EXERCISE:
Look through the data below for the string "green", and copy every line where it turns up.

DATA FOR THIS EXERCISE:
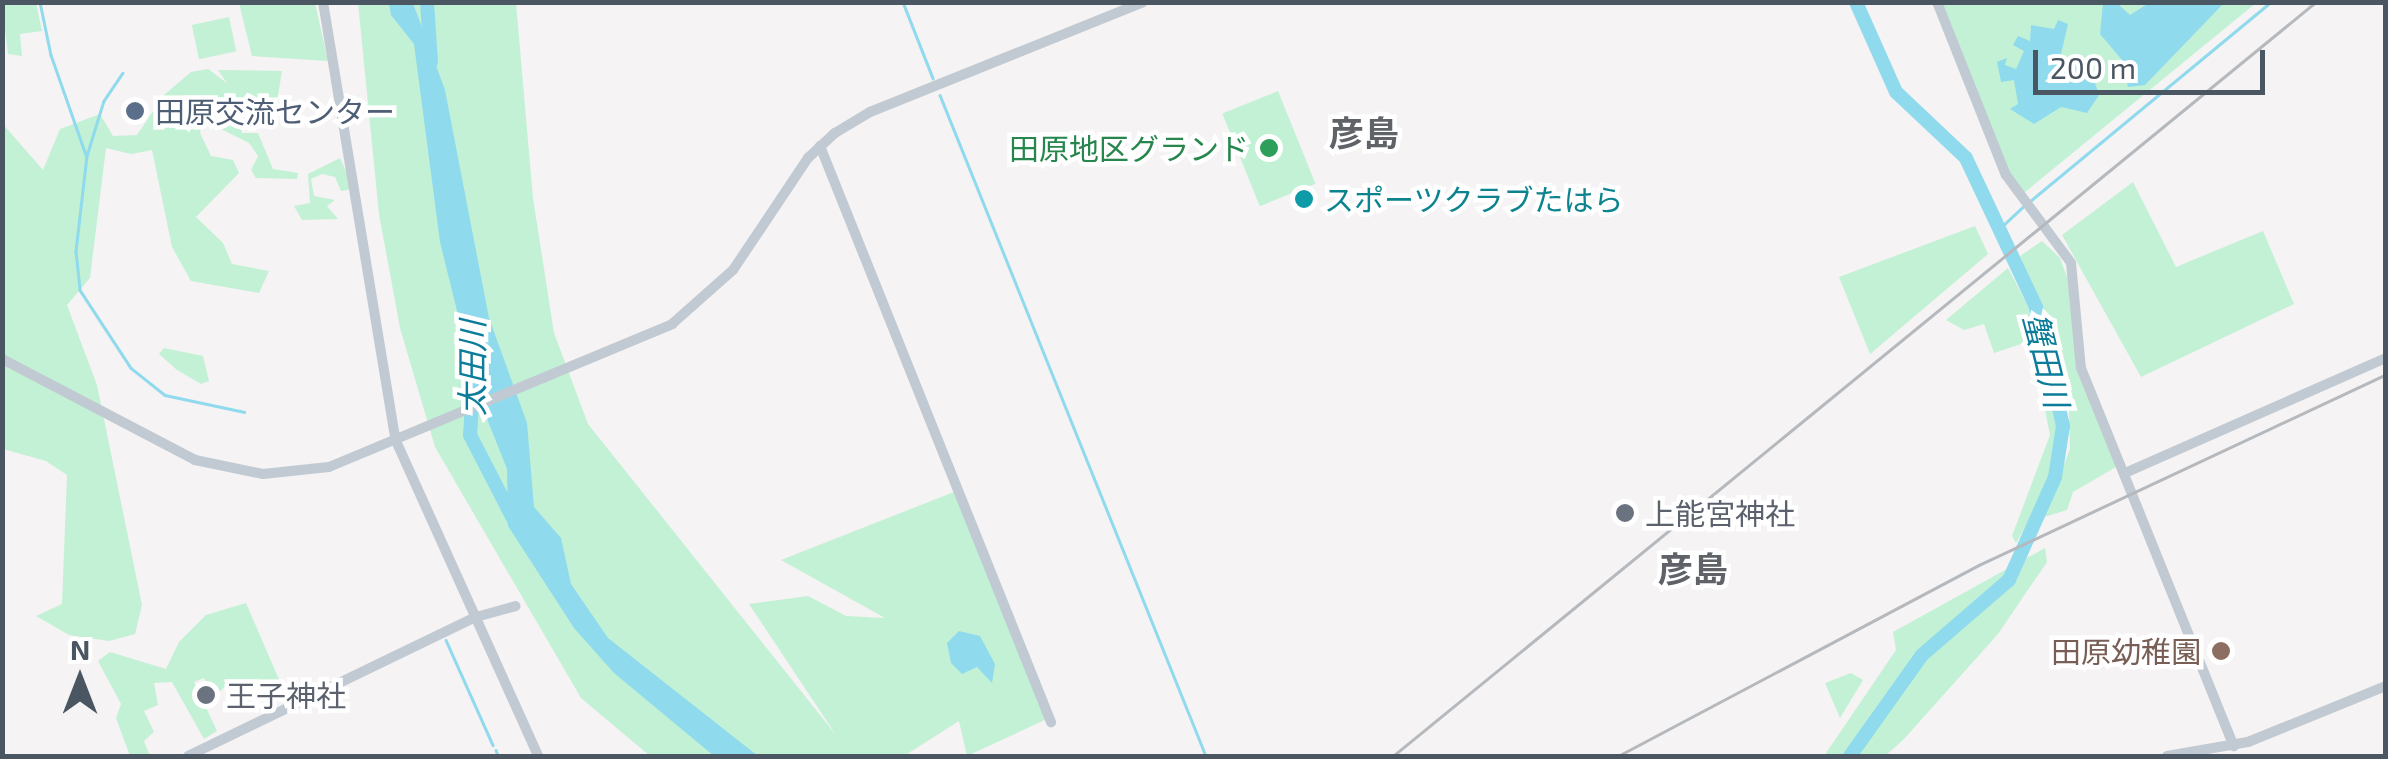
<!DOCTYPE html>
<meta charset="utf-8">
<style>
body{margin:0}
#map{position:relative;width:2388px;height:759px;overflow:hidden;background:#f5f3f3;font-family:"Exo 2","Noto Sans JP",sans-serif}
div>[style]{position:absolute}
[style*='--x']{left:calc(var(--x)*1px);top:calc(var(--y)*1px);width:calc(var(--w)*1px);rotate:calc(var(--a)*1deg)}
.green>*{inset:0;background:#c3f1d5;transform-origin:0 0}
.water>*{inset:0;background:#90daee}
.stream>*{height:2.5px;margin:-1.25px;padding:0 1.25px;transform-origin:1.25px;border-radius:1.25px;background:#90daee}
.river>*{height:14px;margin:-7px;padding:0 7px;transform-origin:7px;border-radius:7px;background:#90daee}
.minor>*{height:10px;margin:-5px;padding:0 5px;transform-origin:5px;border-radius:5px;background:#c1cad2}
.rail>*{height:2.5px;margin:-1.25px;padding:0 1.25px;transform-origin:1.25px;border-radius:1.25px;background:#b5b8bd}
.dots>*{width:28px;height:28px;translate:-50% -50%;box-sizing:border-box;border:5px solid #fff;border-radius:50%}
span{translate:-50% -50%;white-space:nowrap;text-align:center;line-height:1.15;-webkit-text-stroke:9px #fff;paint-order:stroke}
.service-label{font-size:30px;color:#4e5e75}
.left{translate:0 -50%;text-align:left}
.leisure-label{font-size:30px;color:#27864d}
.right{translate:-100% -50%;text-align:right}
.culture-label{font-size:30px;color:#0d838f}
.worship-label{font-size:30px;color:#5b616d}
.education-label{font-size:30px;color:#785e54}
.water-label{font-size:32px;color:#0c7c9b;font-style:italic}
.quarter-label{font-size:35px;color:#5f6368;font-weight:700}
.frame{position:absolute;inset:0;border:5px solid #4a5661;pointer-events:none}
.north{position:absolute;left:30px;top:629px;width:100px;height:100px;-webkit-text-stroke:8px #fff;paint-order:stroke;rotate:0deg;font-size:28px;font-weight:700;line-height:40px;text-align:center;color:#4a5661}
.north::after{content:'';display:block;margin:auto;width:35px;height:45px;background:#4a5661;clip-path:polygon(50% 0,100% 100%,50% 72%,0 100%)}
.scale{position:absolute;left:2033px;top:50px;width:232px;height:45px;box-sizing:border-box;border:5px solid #4a5661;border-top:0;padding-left:12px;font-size:30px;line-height:35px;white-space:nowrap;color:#4a5661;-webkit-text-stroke:8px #fff;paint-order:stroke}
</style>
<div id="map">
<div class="green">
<i style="clip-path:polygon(2px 3px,36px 3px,42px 31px,20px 34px,22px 56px,8px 54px)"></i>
<i style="clip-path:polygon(239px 3px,315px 3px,328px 61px,252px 56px)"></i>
<i style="clip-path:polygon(358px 3px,516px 3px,533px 198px,554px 333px,588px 424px,836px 735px,749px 604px,808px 596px,846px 616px,885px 618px,781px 560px,954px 492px,1047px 719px,967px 756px,959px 721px,904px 756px,650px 756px,581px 698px,435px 447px,400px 328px,379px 214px)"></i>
<i style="clip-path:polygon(1937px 3px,2256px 3px,2019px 197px)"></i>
<i style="left:229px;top:17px;width:35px;height:38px;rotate:78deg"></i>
<i style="clip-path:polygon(208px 69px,227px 83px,218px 70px,282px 71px,276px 107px,238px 115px,242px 133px,258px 133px,273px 169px,298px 173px,297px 179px,256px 178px,251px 170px,258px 156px,249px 143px,203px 120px,200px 133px,211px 156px,233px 160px,239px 173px,196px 217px,223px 243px,232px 264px,269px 271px,259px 293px,191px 281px,172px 247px,152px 150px,131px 154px,106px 148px,90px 278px,67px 305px,97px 385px,142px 605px,135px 634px,109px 641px,69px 635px,36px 616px,62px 604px,67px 475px,46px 461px,3px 449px,2px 123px,43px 170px,60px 129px,100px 114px,113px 136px,137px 135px,164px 95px,191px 72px)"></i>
<i style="left:1278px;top:91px;width:100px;height:60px;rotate:68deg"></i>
<i style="clip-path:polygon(340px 158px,354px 189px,341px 191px,335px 177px,322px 174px,311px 179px,314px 196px,335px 200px,327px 206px,338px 219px,302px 220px,294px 206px,310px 203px,308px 174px)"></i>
<i style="clip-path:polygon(2133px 182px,2176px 267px,2263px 231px,2294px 304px,2141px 377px,2062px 235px)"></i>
<i style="clip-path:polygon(1975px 226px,1988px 254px,1870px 354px,1839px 277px)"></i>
<i style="clip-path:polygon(2042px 241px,2060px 258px,2075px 299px,2080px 361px,2121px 464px,2073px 492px,2067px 510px,2044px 517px,2070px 449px,2069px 410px,2052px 334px,2020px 256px)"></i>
<i style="clip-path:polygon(2008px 268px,2038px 325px,2059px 442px,2040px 501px,2016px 543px,2012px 536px,2050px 435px,2033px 350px,2027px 342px,1994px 353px,1984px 324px,1964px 330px,1946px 320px)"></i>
<i style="clip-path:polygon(164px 348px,203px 356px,209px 381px,201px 384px,177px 370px,159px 354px)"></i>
<i style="clip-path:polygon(2045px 548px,2047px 562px,1998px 634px,1903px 740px,1885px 756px,1824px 756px,1896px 650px,1893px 632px)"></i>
<i style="clip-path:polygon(246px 603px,287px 698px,252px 713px,231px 682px,213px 697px,204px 678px,194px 682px,217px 731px,204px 739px,172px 682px,154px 683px,158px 705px,144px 711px,154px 732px,144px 741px,150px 756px,130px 756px,116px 718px,121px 704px,98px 661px,110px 652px,166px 669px,179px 642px,206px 615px)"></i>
<i style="clip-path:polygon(1851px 673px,1863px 680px,1840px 718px,1825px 683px)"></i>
</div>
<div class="water">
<i style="clip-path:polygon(389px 3px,413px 3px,445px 90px,489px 318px,527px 423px,534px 507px,561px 538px,571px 584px,608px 638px,758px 756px,714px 756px,614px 673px,574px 628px,508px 526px,507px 469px,478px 396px,440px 242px,414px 44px,391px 15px)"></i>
<i style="clip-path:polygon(2103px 3px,2117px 3px,2130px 15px,2149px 3px,2224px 3px,2145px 85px,2128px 87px,2122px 60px,2100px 34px)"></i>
<i style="clip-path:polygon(2058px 20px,2068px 24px,2061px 54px,2093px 77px,2099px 95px,2087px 113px,2061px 107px,2034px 124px,2010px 109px,2018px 104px,2014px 80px,2001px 82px,1997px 62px,2007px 58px,2005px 65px,2016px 69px,2024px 51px,2013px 45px,2018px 36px,2030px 41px,2031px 25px,2054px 29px)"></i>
<i style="clip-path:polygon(959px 631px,980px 636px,995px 664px,992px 683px,977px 667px,962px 674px,951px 663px,947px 643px)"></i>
</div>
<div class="stream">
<i style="--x:40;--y:2;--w:54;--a:78.3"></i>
<i style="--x:51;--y:55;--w:106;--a:70.7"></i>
<i style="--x:903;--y:2;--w:82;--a:68.5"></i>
<i style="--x:123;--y:73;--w:34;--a:124"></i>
<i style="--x:104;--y:101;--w:58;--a:107.2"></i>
<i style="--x:87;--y:156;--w:96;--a:96.6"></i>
<i style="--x:76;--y:251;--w:39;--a:84"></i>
<i style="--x:80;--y:290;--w:93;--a:56.8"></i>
<i style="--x:131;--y:368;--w:43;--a:38.5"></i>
<i style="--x:165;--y:395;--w:81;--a:12.1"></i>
<i style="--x:940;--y:95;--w:713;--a:68.08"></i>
<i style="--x:2029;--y:202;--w:314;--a:-39.6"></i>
<i style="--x:1997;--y:231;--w:35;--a:-43"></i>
<i style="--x:446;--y:640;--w:115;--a:65.9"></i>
<i style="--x:496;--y:750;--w:6;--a:72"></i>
</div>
<div class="river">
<i style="--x:427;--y:2;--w:60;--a:86.2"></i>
<i style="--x:475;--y:358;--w:77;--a:93.7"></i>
<i style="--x:470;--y:435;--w:100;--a:62.7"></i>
<i style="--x:1850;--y:756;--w:124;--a:-54.5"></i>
<i style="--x:1922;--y:655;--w:115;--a:-40.8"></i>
<i style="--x:2009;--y:580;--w:113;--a:-65.9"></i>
<i style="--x:2055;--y:477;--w:52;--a:-81.1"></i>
<i style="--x:2063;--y:426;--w:122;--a:-102.8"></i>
<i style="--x:2036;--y:307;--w:165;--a:-115.2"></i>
<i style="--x:1966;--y:158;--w:96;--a:-136.7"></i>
<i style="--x:1896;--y:92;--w:98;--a:-114"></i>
</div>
<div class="minor">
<i style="--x:323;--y:2;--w:445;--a:80.6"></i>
<i style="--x:396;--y:441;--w:346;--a:65.7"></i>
<i style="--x:1937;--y:2;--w:186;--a:68.3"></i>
<i style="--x:2006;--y:175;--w:109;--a:53.5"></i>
<i style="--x:2071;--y:263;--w:105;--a:84.6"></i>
<i style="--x:2081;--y:368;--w:408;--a:68"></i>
<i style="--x:820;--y:146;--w:621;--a:68.15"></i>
<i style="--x:2;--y:359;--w:218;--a:27.6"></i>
<i style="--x:195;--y:460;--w:69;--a:11.6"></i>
<i style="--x:263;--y:474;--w:66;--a:-6.1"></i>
<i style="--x:329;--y:467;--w:372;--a:-22.6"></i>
<i style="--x:672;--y:324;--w:81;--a:-41.5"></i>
<i style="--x:733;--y:270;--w:135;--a:-56.2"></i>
<i style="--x:808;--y:158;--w:37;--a:-43"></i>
<i style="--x:835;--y:133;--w:41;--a:-31"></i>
<i style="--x:870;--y:112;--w:294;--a:-21.9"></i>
<i style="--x:2125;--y:473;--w:285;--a:-23.8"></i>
<i style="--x:188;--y:756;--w:320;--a:-25.8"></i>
<i style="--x:476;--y:617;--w:41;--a:-15.4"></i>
<i style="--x:2167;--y:756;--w:82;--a:-9.8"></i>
<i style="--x:2248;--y:742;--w:149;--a:-22.1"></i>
</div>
<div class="rail">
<i style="--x:1393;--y:756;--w:1192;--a:-39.25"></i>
<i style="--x:1618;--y:756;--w:408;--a:-27.9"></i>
<i style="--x:1979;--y:565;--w:450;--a:-25.1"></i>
</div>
<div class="dots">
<i style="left:135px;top:111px;background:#5c6f8a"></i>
<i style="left:1269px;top:148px;background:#2e9e5b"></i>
<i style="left:1304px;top:199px;background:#0f9aa8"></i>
<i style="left:1625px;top:513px;background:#6b7280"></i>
<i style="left:2221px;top:651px;background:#8d6e63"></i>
<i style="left:206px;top:695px;background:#6b7280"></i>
</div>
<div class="service-label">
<span class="left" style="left:155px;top:111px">田原交流センター</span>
</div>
<div class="leisure-label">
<span class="right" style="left:1249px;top:148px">田原地区グランド</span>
</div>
<div class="culture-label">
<span class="left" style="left:1324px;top:199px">スポーツクラブたはら</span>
</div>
<div class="worship-label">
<span class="left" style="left:1645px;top:513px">上能宮神社</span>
<span class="left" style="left:226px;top:695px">王子神社</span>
</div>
<div class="education-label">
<span class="right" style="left:2201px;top:651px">田原幼稚園</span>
</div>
<div class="water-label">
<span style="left:2047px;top:360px;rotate:76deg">蟹田川</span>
<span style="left:471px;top:368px;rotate:-90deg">太田川</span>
</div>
<div class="quarter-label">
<span style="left:1364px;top:132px">彦島</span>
<span style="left:1693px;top:568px">彦島</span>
</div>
<div class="frame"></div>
<div class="north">N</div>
<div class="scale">200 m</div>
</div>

SOLUTION BELOW:
.green>*{inset:0;background:#c3f1d5;transform-origin:0 0}
<div class="green">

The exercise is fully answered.